Assigned task –
The whole of the data is to be returned without a single change.
[[ Provided records, beginning ]]
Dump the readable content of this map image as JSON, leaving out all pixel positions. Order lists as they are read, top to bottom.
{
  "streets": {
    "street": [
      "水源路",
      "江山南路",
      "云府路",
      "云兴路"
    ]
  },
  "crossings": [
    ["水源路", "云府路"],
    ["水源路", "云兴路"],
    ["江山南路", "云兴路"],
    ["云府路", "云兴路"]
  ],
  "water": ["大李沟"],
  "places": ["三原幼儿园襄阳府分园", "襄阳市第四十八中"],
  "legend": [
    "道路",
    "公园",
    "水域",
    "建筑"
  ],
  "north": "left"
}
[[ Provided records, end ]]
Solution for this problem –
Dump the readable content of this map image as JSON, leaving out all pixel positions. Order lists as they are read, top to bottom.
{
  "streets": {
    "street": [
      "水源路",
      "江山南路",
      "云府路",
      "云兴路"
    ]
  },
  "crossings": [
    ["水源路", "云府路"],
    ["水源路", "云兴路"],
    ["江山南路", "云兴路"],
    ["云府路", "云兴路"]
  ],
  "water": ["大李沟"],
  "places": ["三原幼儿园襄阳府分园", "襄阳市第四十八中"],
  "legend": [
    "道路",
    "公园",
    "水域",
    "建筑"
  ],
  "north": "left"
}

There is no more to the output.